A dada altura, umas das amigas do Ricardo, a Mónica, aproximou-se mais de mim e começou a falar comigo como se nos conhecêssemos há imenso tempo, praticamente palavras dela.
- O Ricardo falou-nos tanto de ti quando nos conhecemos. Sabes, cheguei a ter um fraquinho por ele, mas ele só falava numa Diana. E agora entendo porquê. Além de simpática, és bonita! - E em jeito de confidência - Adoro o teu cabelo. O meu é liso, o teu é volumoso e encaracolado. Que inveja!
- Obrigado - agradeci, um pouco constrangida com a situação.
- Olha, mudando de assunto, e desculpa se estou a tocar em algo que te seja... Bem, cheguei a pensar que fosses uma pessoa imaginária na vida do Ricardo e que, se existisses, não podias ter passado por tudo aquilo que ele nos contou e teres coragem para saíres de casa dos teus pais e enfrentar um mundo novo. É mesmo verdade tudo aquilo que ele disse? Que o teu pai era mesmo...

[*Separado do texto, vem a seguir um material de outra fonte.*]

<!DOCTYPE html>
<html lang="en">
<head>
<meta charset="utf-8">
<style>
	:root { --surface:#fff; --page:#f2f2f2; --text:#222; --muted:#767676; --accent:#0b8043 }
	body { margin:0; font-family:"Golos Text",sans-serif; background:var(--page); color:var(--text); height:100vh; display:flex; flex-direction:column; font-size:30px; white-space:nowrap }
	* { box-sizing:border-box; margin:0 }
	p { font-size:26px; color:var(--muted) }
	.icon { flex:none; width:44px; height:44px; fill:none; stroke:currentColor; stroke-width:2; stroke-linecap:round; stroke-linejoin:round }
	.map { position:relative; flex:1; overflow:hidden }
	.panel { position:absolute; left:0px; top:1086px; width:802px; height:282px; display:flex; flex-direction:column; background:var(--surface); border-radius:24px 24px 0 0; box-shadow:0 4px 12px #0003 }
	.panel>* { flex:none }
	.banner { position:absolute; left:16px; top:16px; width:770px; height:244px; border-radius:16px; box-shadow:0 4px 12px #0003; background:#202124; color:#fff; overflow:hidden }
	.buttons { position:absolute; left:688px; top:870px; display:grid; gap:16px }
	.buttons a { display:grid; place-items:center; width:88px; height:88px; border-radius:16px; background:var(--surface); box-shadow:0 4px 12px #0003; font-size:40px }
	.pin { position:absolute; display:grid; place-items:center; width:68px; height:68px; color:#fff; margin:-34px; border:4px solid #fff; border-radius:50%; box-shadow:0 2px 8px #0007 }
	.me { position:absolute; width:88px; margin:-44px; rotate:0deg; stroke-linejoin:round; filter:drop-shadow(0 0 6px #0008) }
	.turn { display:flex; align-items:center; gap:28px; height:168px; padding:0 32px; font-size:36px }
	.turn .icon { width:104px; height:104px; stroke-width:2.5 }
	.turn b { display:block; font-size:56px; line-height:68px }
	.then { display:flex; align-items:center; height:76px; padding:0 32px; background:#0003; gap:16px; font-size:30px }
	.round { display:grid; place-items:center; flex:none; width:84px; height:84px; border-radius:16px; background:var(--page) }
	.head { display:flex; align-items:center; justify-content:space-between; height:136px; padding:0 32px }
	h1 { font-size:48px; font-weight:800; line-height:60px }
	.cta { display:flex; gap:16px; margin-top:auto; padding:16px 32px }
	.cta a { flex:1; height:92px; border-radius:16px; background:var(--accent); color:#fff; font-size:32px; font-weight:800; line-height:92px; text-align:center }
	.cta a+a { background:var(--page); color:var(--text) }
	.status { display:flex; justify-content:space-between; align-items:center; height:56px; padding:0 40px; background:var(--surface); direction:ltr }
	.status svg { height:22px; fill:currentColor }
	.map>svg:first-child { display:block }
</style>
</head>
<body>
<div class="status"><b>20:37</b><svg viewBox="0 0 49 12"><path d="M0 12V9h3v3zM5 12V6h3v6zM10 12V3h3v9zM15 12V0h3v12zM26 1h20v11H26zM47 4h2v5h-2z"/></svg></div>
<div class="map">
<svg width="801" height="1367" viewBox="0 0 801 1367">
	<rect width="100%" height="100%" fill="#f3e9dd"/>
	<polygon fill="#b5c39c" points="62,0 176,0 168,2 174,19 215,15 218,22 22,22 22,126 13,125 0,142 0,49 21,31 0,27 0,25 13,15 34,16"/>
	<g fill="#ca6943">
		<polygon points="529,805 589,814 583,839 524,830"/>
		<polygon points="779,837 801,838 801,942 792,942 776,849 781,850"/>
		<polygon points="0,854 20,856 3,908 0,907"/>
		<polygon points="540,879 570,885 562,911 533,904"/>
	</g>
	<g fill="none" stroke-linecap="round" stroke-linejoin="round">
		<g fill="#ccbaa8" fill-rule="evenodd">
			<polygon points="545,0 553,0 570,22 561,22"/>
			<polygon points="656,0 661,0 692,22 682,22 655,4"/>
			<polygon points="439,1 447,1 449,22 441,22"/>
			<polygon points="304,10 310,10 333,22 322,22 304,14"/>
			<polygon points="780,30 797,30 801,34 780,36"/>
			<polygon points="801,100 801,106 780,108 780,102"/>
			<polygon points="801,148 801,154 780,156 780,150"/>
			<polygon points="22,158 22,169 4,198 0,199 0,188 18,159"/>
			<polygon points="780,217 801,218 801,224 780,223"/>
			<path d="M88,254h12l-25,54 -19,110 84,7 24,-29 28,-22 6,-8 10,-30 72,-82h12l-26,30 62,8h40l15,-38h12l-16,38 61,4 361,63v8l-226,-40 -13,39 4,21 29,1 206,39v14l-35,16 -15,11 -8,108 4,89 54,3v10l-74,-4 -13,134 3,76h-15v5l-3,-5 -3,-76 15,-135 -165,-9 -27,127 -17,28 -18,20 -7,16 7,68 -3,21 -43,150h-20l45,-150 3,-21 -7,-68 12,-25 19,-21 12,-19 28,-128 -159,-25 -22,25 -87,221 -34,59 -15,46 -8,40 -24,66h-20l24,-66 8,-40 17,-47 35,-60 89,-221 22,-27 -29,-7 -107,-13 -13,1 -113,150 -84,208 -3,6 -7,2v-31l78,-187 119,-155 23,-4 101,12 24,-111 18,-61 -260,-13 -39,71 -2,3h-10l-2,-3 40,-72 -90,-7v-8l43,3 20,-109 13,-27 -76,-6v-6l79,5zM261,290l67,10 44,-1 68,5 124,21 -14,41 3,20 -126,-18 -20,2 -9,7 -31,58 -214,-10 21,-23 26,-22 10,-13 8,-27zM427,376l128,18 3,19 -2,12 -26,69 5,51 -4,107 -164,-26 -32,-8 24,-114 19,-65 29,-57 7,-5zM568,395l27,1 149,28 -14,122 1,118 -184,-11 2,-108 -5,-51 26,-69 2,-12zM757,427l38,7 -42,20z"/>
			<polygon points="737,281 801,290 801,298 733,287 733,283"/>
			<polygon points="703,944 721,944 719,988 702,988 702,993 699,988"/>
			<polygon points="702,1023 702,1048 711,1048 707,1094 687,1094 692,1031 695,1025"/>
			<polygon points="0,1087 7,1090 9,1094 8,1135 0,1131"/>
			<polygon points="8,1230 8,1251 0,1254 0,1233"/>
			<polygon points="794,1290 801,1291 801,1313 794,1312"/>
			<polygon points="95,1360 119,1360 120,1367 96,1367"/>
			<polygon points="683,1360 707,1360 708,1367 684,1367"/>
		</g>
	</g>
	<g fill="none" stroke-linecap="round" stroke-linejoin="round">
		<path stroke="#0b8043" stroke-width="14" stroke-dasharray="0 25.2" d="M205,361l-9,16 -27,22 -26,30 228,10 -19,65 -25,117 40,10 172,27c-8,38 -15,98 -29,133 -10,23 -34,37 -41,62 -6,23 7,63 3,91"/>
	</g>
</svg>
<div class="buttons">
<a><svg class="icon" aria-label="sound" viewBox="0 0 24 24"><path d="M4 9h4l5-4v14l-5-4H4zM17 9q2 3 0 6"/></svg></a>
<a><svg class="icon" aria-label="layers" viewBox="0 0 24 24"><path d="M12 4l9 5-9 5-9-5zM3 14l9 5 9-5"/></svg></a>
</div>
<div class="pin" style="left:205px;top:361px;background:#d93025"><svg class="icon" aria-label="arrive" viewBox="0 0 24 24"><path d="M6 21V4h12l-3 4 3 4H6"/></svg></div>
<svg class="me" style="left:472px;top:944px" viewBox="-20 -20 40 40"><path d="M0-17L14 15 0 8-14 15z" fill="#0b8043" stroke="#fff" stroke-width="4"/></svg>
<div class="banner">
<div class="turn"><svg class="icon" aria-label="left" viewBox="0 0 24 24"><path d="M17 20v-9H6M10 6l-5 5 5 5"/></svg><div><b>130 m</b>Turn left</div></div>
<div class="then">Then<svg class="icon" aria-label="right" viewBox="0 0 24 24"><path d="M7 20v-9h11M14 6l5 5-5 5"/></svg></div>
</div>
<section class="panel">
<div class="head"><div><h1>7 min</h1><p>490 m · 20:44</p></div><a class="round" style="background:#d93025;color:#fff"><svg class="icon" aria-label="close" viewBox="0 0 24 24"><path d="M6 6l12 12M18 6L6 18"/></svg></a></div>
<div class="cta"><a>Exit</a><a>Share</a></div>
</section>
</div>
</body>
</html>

- Depende - respondi imediatamente - A parte em que o meu pai me controlava todos os passos ou aquele em que batia ou me castigava de outra forma e a minha mãe lhe dava razão, mesmo sem eu ter feito nada?
- Desculpa, Diana, não te queria transtornar...
Respirei fundo, tentando... Sei lá o quê...
- Não, não tens culpa. Eu é que não sou neste momento a melhor companhia. Também estou a atravessar por um divórcio complicado...
- Lamento muito...
Levantei-me e comecei a despedir-me.
- Gostei muito de vos conhecer, mas vou-me embora.
Desci as escadas e paguei o mais rápido possível a coca-cola que bebi, que preferi à cerveja irlandesa que não me agradou, para nem sequer dar tempo ao Ricardo de protestar.
Saí para a rua e apertei o casaco. A noite estava fresca e húmida, não fôssemos estar tão perto do Rio Douro. Virei à direita em direcção à Praça do Infante e tirei finalmente o meu primeiro cigarro da noite.
- Espera, Diana.
Não queria olhar para trás.
- Espera - voltou a repetir, alcançando-me. Puxou-me pelo braço esquerdo, fazendo com que o meu corpo rodasse sob os calcanhares, virando-me para ele.
- Porque é que te vais embora? Foi alguma coisa que eles te disseram?
- Não, Ricardo, não tem nada a ver com eles. Gostei muito de estar convosco, mas...
- Mas o quê, Diana?
- Enquanto estava a falar com a... com a Mónica, lembrei-me do que o Tiago me disse na nossa última discussão - levei o cigarro à boca, ao que segundos depois expeli o fumo para o lado - Parece que a minha vida se resume aos maus-tratos que recebi do meu pai. Estou farta disso. Já contei a minha história vezes sem conta. Estou farta!
- Mas isso faz parte da tua vida, Diana - enfatizou - Não podes esconder isso ou simplesmente ignorar.
- Mas eu já fiz coisas para além de sofrer como sofri. A tua amiga falou na coragem que tive ao fugir para Lisboa, mas não quis saber o que fiz lá, só o que me levou a fazê-lo.
- É triste, mas as pessoas sentem curiosidade... Mas não leves a mal a Mónica. Ela foi a primeira pessoa com quem desabafei tudo o que nos tinha acontecido, foi com ela que... É natural que ela se tenha entusiasmado demais!
- Mas não entusiasmo possível. Ricardo, vou para casa, vou apanhar um táxi.
- Não, Diana, deixa-me ao menos levar-te a casa.
- Agradeço, mas não. De certeza que se subir aqui esta rua, encontro alguma praça de táxis ou algo do género.
- Não digas disparates. Daqui à Maia, a viagem ainda é cara e não há necessidade para isso. Deixa-me levar-te a casa.
Apaguei o cigarro com a sola da bota e acedi ao pedido dele.
A viagem de vinte minutos foi feita em pleno silêncio, estando apenas o rádio a tocar música sem interesse para nós. Saí do carro dele, desejando-lhe secamente uma boa noite e fui para minha casa.